Kolejna próba to wymiana akumulatora na inny sprawny - reakcja żadna . Tak jakby próbował krecić ,ale nie odpalał . 
Następna próba to odpalenie Smarta z prostownika z rozruchem - reakcja - kręci dosyć szybko ale nie odpala . Dodatkowo efekty jakie pokazały się przy większym prądzie : 
- gdy przełączam prostownik na rozruch to nie gasną żadne kontrolki ( tak jak się przekreci kluczyk tak jest (na wyświetlaczu nie zapala się też ,który bieg aktualnie jest ) 
- coś wyje jakby za radiem 
- nadmuch działa tylko na maxa 
- grzeje się strasznie kabel masowy od akumulatora do budy .
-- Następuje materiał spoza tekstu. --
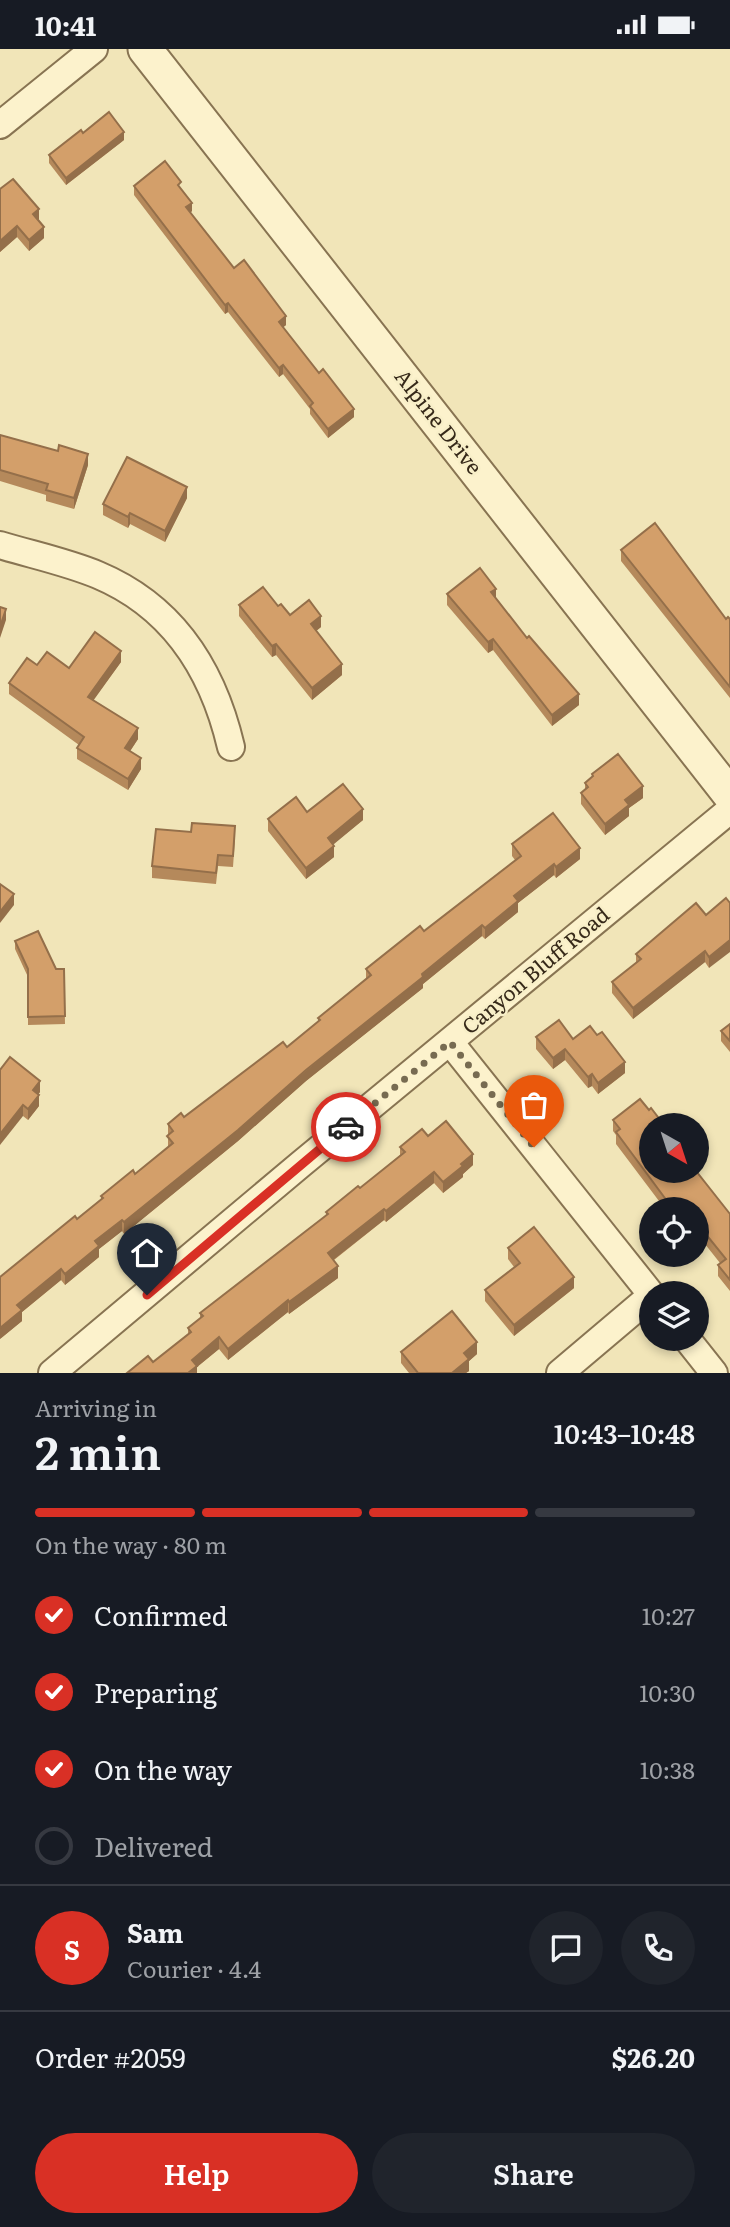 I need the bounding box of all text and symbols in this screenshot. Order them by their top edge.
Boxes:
text: 10:41 [35,5,96,44]
street label: Alpine Drive [389,361,491,480]
street label: Canyon Bluff Road [454,898,615,1040]
pin [504,1075,564,1147]
icon: bag [515,1086,553,1124]
courier [311,1092,381,1162]
icon: car [327,1108,365,1146]
north arrow [639,1113,709,1183]
map controls [639,1113,709,1351]
button: locate [639,1197,709,1267]
pin [117,1223,177,1295]
icon: home [128,1234,166,1272]
button: layers [639,1281,709,1351]
text: Arriving in [35,1390,157,1424]
text: 10:43–10:48 [554,1413,695,1452]
text: 2 min [35,1416,161,1484]
text: On the way · 80 m [35,1527,227,1561]
text: Confirmed [94,1595,228,1634]
icon: check [35,1596,73,1634]
text: 10:27 [642,1598,695,1632]
text: Preparing [94,1672,217,1711]
icon: check [35,1673,73,1711]
text: 10:30 [639,1675,695,1709]
text: On the way [94,1749,232,1788]
icon: check [35,1750,73,1788]
text: 10:38 [640,1752,695,1786]
text: Delivered [94,1826,213,1865]
button: chat [529,1911,603,1985]
button: phone [621,1911,695,1985]
text: Sam [127,1912,183,1951]
text: S [64,1929,80,1968]
text: Courier · 4.4 [127,1951,261,1985]
text: Order #2059 [35,2037,186,2076]
text: $26.20 [612,2037,695,2076]
button: Help [35,2133,358,2213]
button: Share [372,2133,695,2213]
Może Wy macie jakieś rady gdzie zajrzeć i co robić ,aby chociaż odpalić i zawieźć go do mechanika ? 

Z góry dzięki ,
Rutus
 Odpowiedz
#2
 krzyss 
Ja bym oblookal alternator. Tak jest zazwyczaj po postoju.
 Odpowiedz
#3
 Jaro5 
Ja bym sprawdził masę silnika.
 Odpowiedz
#4
 metody 
Do sprawdzenia na pewno Alternator,
Te stosowane w smartach plus ich umiejscowienie ,po kilku latach powoduja znaczne opory w obracaniu sie nawet po kilku godzinach stania ,
Pojawiaja sie pekniecia obudowy ktoraj jest bardzo azurowa, napiecie paska ktore powoduje dodatkowe naprezenia i prace z duzymi oporami ! Zrzucaj alternator , nie kombinuj , nie kupuj uzywki bo bedzie ta sama historia,
Odwiedzilem warsztat naprawy alternatorow i rozrusznikow , pan dokladnie powiedzial o co chodzi , moj po wyjeciu z auta po dwu dniach nie dal sie obrocic rekoma ,caly popekany , naprawa 400 pln , w okolicach wwy , alternator praktycznie caly nowy,
 Odpowiedz
#5
 IRIAD 
i pewnie wszyscy maja rację! zrzuć pasek z alternatora ( da się bez opuszczania silnika i bez kanału , po zdjeciu tylnego prawego koła masz dostęp)
 Odpowiedz
#6
 Rutus 
No to zaczynamy od alternatora Smile

I co po zrzuceniu paska sprawdzić czy jest opór w kręceniu altkiem czy coś więcej ?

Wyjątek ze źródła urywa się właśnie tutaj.